Here λ is the recruitment of the population; μ is the natural death rate of the population; α is the death rate due to disease; γ is the recovery rate; and τ ₁ is the latent period that infected individual becomes infectious.

The fraction (1– μ) ^τ₁ represents the survival rate of population over the period of [0, τ ₁] (in continuous-time case it is equivalent to e ^{– μτ₁}). Below we examine this model in detail and develop an improved model.

Susceptible individuals. Equation (3) describes the dynamics of susceptible individuals S( t). This equation “keeps” the number of infectious individuals I( t) bounded. For example, when the basic reproduction number is greater than 1, there exists ⁸ an endemic equilibrium ( S*, I*) and S( t) → S*, I( t) → I* as t → ∞. In the case when the birth rate is zero ( λ = 0) the relation I( t) → 0 suggests that S( t) → 0.

Thus according to this model the epidemic ends because the number of susceptible individuals S( t) decreases over time and the effective reproduction number (as a function of time) becomes less than 1 at some stage; that is, the number of newly infected population F( S( t), I( t)) decreases thanks to the “enough” decrease in the number of susceptible individuals (while I( t) still increases). This might be applicable to epidemics in early 1900s but it is definitely not applicable to recent ones.

This issue significantly restricts the application of the SIR model for the study of the current Ebola virus epidemic. Below we consider 3 possibilities to overcome this difficulty.

1. The simplest way would be to use a “relatively small” number S(0) for a possible number of susceptible individuals that may become infected. This approach has been implemented in ¹ where the total population size in each country (Guinea, Sierra Leone and Liberia) was assumed to be 10 ⁶ individuals.

2. An interesting (and most reliable in our opinion) approach would be considering “relatively small” number of population S(0) as a variable that needs to be estimated. We have implemented this approach and the results show that currently available curve/data is not “long” enough to uniquely determine S(0); that is, almost the same quality of data fit can be achieved for different numbers S(0) (we have tried 50,000, 100,000 and 200,000) leading to different numbers of “stabilized” cumulative infected cases and infection periods. Taking this factor into account, we do not consider this approach, however we note that it might be quite possible soon with the availability of more data points.

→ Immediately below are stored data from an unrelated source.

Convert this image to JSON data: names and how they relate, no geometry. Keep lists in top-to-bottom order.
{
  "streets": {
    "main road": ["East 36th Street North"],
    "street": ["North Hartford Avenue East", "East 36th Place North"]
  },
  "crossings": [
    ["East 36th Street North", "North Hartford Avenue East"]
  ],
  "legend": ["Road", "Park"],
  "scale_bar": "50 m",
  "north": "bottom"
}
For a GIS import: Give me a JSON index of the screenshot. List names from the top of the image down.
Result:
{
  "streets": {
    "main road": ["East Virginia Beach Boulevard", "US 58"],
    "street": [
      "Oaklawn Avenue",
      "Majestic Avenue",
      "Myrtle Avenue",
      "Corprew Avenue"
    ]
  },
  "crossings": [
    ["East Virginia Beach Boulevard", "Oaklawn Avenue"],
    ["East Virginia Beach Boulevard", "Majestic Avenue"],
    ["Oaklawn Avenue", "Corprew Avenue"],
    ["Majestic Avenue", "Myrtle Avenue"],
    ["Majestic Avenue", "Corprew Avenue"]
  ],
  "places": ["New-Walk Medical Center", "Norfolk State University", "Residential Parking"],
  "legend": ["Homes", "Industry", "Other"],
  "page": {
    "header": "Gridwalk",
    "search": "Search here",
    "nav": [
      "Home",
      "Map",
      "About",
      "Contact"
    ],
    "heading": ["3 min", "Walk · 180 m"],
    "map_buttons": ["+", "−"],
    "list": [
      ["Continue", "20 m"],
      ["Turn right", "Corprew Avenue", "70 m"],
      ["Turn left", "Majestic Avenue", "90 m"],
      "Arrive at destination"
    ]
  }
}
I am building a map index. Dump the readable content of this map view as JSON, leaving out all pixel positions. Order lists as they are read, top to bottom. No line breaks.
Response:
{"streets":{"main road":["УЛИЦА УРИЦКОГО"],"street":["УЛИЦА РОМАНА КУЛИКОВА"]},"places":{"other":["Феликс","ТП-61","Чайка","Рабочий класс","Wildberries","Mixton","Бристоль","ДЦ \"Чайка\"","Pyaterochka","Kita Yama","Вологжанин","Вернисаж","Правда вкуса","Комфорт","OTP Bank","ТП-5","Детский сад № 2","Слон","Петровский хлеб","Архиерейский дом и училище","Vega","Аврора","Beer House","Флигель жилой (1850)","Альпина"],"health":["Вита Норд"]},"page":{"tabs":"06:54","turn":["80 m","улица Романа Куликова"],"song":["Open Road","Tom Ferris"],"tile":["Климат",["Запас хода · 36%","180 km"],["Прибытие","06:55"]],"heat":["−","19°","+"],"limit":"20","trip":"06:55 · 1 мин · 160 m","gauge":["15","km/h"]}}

3. In this paper we adopt another approach by neglecting the compartment S completely and leaving just the compartment I. The force of infection F( S, I) in this case is the main factor to be determined. We take this function in the form

F( S, I) = β𝒟 I           (5)

where 𝒟 is the population density of a particular country. In a more general setting, one would involve functions nonlinear in I (like F( S, I) = β𝒟 I ^ξ with ξ ≤ 1). However, since the infectious population I is a very small portion of the total population, function F can be assumed linear at least in early stages of epidemics. In this case equation (4) can be represented in the form

I( t + 1) = (1 – μ) ^τ₁ β𝒟 I( t – τ ₁) + (1– μ – α – γ) I( t).           (6)

The major drawback of this model is that I may growth infinitely if the reproduction number is greater than 1; in this model there is no variable/parameter (like S( t) in SIR) that could force I to decrease. On the other hand we believe that it can better describe the behavior of an infected population in “small” time intervals and provide more accurate reproduction numbers.

Active infectious population. Now we discuss the infectious population and equation (6) in more detail. We call “active infectious populations” at time t the infected population that are infectious at that time but are not hospitalized yet. Denote by I _a( t) the number of active infectious populations at time t. We will rewrite equation (6) in terms of I _a.

Denote by τ ₂ the average infectious period; that is, time from onset ( τ ₁) to hospitalization. Then, an infected person is assumed to be active infectious during the period [ τ ₁, τ ₁ + τ ₂]. Since τ ₂ is relatively small, we can assume that none is recovering during that period. This means that the rate of recovery γ in (6) is no longer needed for I _a( t).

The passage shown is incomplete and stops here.